Both nations share many similarities as well as significant differences. Unlike Malaysia, South Korea is a homogenous society. As for similarities, both nations had been colonized; Malaysia relatively benign by Britain, Korea more brutally by Japan.
The reactions of the two nations to their former colonizers could not be more different. While Park was eager to learn and emulate the successful Japanese, Malaysian leaders went out of their way to demonize and avoid everything English, including and especially the language. That is a major self-imposed handicap as English is now the language of science and commerce. Then there was the silly and counterproductive “Buy British Last” campaign of the 1980s.
Both Malaysia and South Korea are committed to heavy state involvement in business. South Korea’s family-owned chaebol, modelled after the Japanese pre-war zaibutsu and post-war keirotsu, spearheaded the nation’s entry into the global market with substantive government help.
Malaysia too spawned many government-owned corporations to spur development as well as increase Malay participation in commerce. The key assignment for Prime Minister Anwar is to learn from South Korea why their chaebols do not suffer the ignoble fate of our Perwajas and Bank Bumiputras.
Then consider the South Koreans’ attitude to learning English. Malaysia had a significant advantage on that front, being a former British colony and with widespread English schools and heightened language proficiency. The modern Malay roman script is also a significant advantage over hangeul in this Internet Age. Perversely, instead of leveraging those advantages, we have treated them as impediments! Malay language nationalists would now have us revert to jawi.
The South Koreans do not consider themselves as disrespecting their mother tongue by learning English. The 2024 Nobel Laureate in Literature, Han Kang, writes in her native Korean but she is also crisp in English, as with most South Koreans.
Contrast Han Kang’s posture to Malaysia’s National Laureate, Muhammad Haji Salleh. Although educated in English, he has since decided not to write in that language in order to “decolonize his craft,” whatever that means. He is not alone. One cannot minimize the significant negative impact of such gestures on the younger set. Imagine the good he would have done if he were to instead encourage Malays to be bilingual and not consider writing or speaking in English as disrespecting Bahasa.
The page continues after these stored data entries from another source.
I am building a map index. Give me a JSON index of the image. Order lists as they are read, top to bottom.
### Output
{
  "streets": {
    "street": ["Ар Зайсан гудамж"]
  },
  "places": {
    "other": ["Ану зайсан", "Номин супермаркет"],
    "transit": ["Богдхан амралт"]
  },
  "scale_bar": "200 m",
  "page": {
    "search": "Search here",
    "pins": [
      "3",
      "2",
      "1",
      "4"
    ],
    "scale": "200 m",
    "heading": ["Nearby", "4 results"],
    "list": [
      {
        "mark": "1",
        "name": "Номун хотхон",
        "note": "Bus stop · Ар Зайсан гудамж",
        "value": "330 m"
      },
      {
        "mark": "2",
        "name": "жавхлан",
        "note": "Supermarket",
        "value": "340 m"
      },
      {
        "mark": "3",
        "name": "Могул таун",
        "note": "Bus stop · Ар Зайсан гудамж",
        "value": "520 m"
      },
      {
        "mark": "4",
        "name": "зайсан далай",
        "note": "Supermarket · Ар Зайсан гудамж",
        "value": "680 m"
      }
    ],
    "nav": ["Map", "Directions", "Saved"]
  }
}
As for those Mahathir types who attribute the success of East Asian societies to their mysterious Confucius values or superior genetic stock, and by implication the success of non-Malays vis a vis Malays in Malaysia, the current fate of North Korea should disabuse them of that delusion; likewise earlier China under Mao.
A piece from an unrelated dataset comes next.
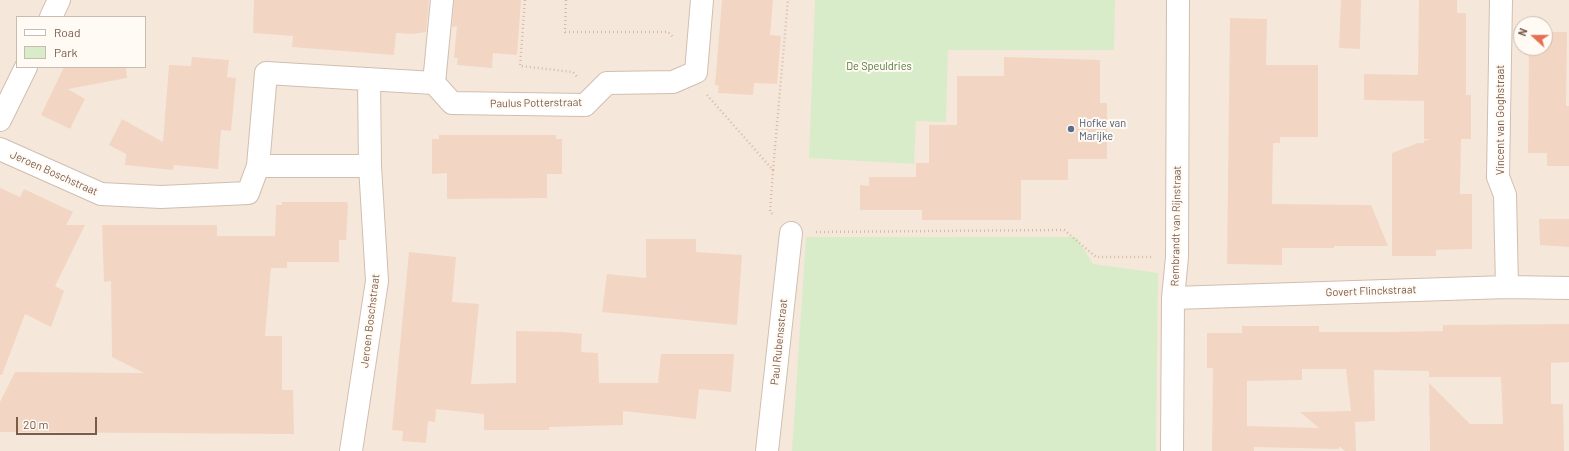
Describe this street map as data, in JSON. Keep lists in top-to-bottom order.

Saemaul Undong catapulted South Korea into the First World while Malaysia’s rural development policies and institutions like MARA floundered. It is instructive to revisit President Park’s original message to the villagers:
"Those peasants who complain as if their poverty is due to the fault of others, believing that they are in poverty since the government does not support them and lamenting that poverty is their fate, cannot stand up on themselves even if several hundred years pass by. It is a waste of money to support those without motivation. For lazy people, even the government cannot help them."
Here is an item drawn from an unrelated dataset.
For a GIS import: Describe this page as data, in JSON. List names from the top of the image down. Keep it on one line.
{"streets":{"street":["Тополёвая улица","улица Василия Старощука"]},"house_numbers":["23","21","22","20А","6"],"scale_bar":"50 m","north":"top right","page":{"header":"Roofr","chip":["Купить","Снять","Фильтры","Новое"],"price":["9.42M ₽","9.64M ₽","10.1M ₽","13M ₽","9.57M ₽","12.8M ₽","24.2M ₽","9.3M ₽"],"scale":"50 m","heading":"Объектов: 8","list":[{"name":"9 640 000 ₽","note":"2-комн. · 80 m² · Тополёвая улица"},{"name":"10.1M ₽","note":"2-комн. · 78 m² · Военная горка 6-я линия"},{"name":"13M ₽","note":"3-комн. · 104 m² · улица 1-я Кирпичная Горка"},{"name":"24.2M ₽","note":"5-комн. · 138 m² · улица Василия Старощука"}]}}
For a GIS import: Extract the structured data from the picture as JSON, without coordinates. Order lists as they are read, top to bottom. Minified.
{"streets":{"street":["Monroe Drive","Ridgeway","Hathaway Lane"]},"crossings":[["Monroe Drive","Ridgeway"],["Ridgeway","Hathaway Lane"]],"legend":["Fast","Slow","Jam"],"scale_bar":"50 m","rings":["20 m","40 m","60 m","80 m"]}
That may sound harsh but is the essence of “tough love.” Park’s insight was to help only those who needed help and not those who demanded it based on some presumed rights. You are more likely to succeed with the former, and also earn their gratitude. With the latter, expect only scorn when they do not succeed.
That is the crucial lesson from South Korea. Success resides with us as individuals as well as collectively; blaming “them” is not productive and creates only frustrations as well as resentments.